> [What is needed]:
Provide the number of lines below that include "column", without any other words.

> [Saved entries]:
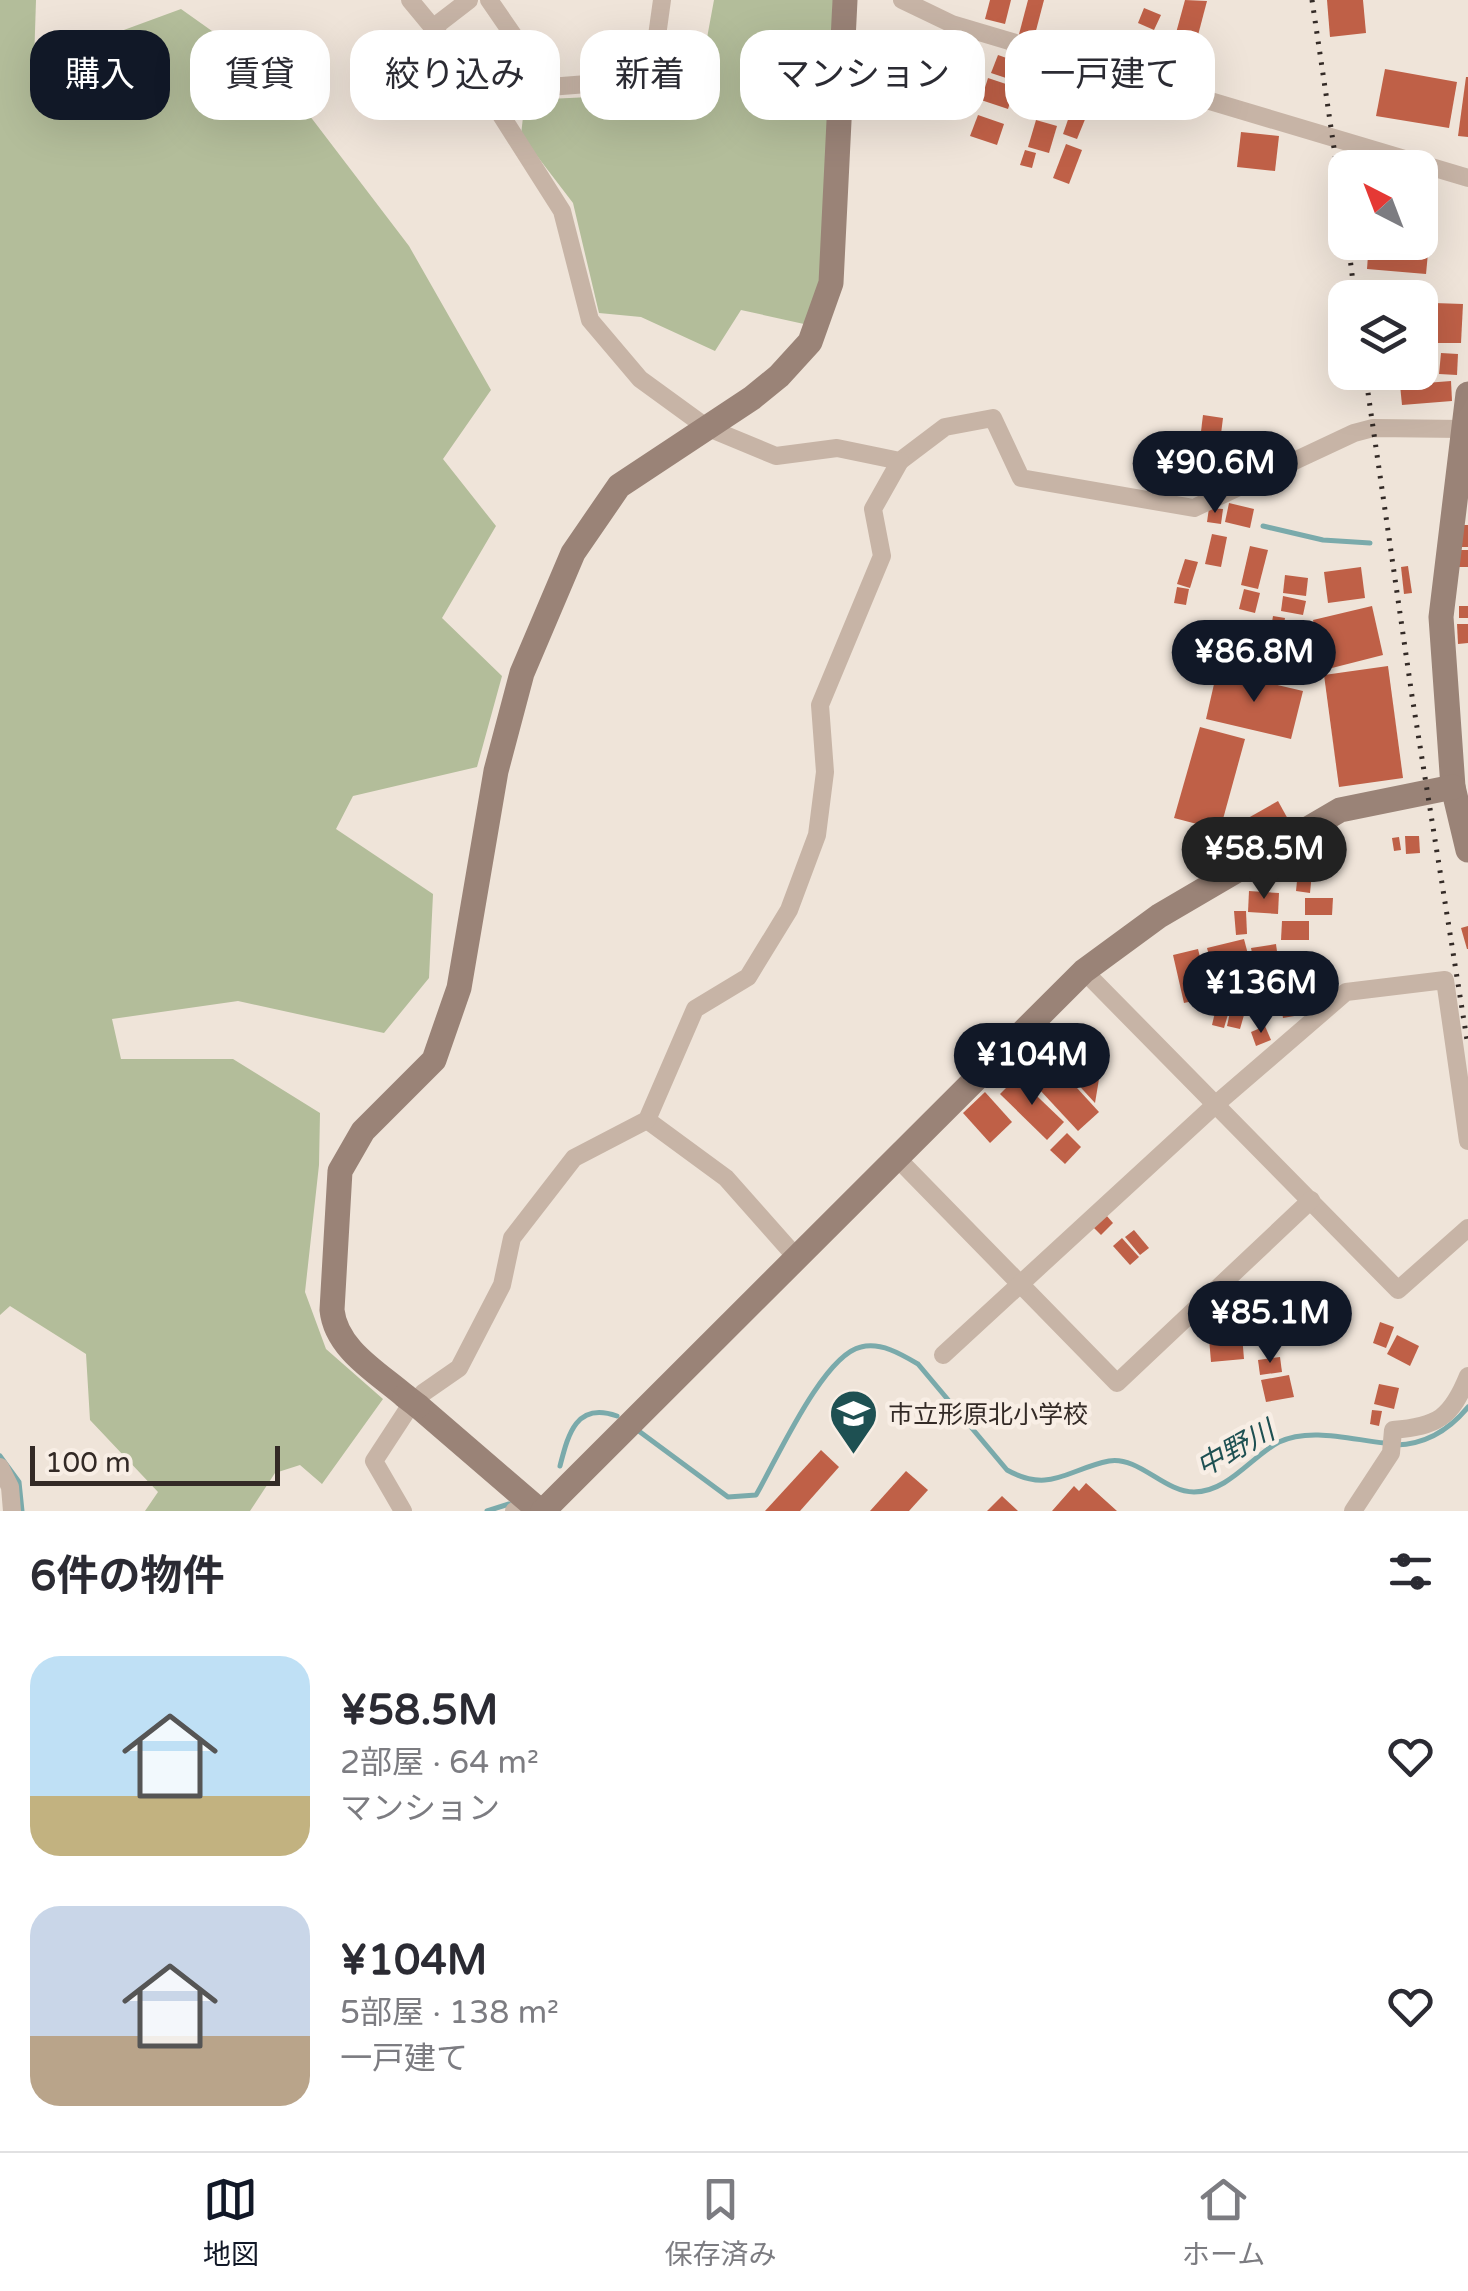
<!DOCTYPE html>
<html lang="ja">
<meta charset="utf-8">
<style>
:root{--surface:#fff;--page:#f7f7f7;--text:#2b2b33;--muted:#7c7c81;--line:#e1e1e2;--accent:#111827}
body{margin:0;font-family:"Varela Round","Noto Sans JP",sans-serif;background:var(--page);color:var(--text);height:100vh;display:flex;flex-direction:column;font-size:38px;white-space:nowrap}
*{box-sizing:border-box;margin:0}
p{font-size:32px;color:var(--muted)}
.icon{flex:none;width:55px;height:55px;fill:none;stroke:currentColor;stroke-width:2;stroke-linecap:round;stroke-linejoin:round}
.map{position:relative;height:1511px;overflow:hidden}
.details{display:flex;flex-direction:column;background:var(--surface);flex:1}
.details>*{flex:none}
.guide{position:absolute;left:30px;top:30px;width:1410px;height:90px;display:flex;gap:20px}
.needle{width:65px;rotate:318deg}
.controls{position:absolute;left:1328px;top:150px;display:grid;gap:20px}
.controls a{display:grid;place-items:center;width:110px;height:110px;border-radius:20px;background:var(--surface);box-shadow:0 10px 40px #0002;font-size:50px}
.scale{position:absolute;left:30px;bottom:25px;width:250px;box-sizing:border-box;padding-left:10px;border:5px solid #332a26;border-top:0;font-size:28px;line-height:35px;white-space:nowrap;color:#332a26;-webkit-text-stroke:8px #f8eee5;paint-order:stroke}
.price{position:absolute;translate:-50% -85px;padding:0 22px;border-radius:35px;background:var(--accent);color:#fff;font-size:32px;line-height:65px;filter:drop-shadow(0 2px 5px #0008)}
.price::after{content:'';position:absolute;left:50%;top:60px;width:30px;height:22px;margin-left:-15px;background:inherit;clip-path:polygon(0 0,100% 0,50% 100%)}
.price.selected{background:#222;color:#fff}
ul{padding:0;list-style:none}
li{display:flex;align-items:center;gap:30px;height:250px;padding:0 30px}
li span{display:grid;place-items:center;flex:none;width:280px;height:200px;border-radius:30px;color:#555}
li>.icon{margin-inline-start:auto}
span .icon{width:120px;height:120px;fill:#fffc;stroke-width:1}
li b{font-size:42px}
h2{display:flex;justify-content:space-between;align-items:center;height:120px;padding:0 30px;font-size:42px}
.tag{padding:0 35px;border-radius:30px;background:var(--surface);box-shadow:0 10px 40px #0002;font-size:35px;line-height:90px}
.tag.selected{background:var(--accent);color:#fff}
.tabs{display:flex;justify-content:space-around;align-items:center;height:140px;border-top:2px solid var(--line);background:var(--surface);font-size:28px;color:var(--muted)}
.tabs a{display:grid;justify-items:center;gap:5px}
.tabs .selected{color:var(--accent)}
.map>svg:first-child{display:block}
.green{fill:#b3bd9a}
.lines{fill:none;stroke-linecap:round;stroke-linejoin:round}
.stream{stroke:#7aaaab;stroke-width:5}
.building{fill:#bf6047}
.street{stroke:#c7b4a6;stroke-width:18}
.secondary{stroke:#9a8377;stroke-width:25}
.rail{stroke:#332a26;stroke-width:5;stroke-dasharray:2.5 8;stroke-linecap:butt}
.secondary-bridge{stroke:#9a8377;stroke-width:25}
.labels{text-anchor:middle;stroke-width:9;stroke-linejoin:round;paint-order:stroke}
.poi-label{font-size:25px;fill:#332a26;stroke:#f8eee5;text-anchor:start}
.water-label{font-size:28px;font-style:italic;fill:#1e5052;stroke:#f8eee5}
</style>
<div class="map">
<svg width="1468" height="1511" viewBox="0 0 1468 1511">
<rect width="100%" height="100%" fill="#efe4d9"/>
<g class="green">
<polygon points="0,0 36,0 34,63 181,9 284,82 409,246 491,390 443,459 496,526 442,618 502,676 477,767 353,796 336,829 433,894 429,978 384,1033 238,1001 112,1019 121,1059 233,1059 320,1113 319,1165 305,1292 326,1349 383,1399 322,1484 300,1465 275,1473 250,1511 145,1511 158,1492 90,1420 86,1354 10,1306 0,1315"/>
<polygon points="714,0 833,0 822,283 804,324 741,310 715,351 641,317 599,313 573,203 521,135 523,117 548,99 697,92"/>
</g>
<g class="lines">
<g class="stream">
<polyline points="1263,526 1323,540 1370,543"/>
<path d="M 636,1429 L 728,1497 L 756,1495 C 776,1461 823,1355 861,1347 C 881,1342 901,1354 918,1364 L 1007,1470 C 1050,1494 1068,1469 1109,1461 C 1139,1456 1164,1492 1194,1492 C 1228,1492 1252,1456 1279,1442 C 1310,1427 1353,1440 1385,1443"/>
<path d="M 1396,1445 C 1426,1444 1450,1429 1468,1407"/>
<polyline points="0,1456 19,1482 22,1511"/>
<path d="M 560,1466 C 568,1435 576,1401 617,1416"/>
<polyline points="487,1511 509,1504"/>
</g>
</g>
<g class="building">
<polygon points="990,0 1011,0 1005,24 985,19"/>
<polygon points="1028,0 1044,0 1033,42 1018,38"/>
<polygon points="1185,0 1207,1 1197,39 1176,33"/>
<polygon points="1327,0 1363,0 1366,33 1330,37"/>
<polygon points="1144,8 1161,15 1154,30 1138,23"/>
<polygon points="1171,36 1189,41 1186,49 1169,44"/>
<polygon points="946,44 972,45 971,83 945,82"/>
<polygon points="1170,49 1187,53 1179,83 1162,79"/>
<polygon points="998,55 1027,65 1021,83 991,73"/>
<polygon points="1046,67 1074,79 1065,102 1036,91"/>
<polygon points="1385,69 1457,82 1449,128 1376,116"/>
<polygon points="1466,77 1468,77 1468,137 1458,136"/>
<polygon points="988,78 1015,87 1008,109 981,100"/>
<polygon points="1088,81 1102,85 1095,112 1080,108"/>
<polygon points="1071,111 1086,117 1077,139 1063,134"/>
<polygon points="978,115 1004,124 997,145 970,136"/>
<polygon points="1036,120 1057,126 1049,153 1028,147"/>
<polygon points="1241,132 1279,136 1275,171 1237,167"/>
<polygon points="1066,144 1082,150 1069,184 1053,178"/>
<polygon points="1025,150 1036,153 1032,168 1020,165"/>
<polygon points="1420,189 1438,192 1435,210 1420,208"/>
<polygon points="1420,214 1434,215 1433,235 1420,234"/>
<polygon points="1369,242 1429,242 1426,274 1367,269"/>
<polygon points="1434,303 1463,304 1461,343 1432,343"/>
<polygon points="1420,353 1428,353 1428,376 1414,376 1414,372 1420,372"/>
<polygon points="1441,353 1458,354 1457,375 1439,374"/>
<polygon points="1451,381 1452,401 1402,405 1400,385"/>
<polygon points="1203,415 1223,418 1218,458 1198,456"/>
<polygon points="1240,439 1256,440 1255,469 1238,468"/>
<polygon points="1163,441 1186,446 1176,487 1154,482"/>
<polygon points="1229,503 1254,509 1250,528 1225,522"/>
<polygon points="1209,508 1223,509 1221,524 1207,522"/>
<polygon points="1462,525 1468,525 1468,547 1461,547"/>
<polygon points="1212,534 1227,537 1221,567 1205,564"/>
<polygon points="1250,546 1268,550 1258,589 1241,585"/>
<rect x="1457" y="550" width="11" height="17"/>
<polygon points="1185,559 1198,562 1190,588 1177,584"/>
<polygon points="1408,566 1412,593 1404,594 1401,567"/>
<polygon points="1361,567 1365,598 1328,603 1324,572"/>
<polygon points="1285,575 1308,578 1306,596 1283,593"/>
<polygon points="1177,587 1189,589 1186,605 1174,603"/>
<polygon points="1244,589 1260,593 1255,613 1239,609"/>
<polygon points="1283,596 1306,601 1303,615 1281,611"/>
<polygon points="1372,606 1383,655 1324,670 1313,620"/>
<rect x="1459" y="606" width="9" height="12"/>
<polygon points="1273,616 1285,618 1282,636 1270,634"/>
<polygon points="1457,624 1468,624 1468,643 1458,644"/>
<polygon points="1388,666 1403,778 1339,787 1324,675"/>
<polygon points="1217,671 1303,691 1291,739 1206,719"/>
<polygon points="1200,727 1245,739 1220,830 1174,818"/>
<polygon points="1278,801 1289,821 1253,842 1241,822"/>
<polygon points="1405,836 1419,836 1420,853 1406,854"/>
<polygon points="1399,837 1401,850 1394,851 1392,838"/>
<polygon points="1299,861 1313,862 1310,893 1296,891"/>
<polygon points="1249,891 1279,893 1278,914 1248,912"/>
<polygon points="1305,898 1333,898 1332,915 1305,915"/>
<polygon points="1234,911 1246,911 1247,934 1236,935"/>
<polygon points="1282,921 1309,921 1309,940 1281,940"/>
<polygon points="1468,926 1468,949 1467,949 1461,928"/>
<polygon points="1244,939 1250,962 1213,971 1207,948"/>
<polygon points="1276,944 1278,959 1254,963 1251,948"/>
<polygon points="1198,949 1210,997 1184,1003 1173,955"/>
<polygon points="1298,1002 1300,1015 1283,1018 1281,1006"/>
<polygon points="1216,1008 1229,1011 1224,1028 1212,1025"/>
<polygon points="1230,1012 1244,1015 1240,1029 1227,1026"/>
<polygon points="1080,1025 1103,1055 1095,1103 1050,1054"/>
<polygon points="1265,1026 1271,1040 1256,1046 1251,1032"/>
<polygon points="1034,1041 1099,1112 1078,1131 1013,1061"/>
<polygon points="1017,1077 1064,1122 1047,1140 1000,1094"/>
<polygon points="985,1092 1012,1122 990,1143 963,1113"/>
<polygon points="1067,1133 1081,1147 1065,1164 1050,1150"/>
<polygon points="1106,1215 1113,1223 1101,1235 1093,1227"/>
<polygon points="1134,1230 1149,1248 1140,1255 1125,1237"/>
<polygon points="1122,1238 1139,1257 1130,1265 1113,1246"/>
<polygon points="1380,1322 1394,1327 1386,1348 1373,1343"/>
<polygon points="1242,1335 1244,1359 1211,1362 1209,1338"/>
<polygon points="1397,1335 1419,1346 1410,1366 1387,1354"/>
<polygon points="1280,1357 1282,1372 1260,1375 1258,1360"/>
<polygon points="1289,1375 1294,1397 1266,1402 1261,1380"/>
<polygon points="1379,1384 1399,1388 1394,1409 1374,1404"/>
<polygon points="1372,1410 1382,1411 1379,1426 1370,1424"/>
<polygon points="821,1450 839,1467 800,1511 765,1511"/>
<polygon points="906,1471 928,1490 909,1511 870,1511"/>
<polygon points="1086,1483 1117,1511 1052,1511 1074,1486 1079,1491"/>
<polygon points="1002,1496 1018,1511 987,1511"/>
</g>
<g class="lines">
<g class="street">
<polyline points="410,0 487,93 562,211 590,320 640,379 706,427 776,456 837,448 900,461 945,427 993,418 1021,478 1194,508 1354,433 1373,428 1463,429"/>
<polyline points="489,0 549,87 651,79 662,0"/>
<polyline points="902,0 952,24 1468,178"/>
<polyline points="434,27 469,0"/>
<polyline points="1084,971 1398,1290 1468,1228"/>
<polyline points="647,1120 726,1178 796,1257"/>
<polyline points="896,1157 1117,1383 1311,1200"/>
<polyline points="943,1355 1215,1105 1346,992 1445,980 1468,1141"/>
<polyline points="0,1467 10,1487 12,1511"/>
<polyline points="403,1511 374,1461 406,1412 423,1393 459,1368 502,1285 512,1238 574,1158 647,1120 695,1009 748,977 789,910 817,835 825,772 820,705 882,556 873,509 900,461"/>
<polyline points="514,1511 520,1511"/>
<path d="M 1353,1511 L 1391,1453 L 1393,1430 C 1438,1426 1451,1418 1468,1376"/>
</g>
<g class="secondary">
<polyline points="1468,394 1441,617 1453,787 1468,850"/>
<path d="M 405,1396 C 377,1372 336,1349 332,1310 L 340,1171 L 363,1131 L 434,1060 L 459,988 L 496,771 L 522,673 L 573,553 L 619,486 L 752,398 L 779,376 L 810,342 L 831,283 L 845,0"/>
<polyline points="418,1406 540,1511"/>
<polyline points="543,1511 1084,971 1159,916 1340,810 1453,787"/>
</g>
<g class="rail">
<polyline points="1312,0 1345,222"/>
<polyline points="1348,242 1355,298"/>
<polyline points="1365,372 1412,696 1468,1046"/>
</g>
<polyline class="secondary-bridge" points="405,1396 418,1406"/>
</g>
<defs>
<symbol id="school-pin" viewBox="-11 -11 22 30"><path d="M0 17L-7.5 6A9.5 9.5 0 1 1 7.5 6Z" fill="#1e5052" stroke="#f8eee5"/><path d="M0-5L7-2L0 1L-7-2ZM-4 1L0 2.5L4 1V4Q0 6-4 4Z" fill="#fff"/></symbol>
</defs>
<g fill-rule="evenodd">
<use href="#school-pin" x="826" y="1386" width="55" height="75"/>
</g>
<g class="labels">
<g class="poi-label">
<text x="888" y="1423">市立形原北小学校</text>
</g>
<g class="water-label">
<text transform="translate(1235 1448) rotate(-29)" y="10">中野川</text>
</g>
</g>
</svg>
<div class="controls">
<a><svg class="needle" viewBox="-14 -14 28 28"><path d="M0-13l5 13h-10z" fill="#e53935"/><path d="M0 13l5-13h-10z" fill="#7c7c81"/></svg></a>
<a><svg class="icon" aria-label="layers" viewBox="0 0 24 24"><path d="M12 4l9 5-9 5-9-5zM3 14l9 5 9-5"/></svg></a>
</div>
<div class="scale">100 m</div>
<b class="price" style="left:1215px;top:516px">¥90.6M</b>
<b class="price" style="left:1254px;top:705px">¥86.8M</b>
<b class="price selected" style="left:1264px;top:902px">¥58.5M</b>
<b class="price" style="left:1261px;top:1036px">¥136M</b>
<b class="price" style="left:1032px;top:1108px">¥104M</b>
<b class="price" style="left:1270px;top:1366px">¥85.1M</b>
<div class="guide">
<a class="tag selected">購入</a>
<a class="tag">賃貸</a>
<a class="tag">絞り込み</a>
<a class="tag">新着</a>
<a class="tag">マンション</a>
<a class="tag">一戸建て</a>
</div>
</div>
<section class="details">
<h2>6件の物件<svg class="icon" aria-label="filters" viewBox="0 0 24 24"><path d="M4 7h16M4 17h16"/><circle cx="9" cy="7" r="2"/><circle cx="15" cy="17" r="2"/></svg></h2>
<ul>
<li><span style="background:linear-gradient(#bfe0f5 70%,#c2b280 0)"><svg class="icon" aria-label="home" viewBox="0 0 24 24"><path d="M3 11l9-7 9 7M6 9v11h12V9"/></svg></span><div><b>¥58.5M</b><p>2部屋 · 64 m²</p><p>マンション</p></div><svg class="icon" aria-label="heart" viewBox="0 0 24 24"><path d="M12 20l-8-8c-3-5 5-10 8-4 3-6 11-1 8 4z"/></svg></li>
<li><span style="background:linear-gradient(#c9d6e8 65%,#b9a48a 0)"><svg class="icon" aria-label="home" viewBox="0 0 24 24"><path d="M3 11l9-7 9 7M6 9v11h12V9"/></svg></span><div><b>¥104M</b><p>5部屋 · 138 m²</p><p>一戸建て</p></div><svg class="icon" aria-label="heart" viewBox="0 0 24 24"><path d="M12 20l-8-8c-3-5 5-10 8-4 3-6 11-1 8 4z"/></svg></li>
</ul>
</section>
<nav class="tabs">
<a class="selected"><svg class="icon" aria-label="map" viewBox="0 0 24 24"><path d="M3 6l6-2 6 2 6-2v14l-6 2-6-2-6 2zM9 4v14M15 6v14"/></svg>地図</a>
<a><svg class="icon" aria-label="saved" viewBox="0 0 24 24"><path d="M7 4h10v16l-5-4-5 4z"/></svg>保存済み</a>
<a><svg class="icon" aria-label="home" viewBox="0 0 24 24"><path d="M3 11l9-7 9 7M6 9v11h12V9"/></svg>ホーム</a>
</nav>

> [Task response]:
2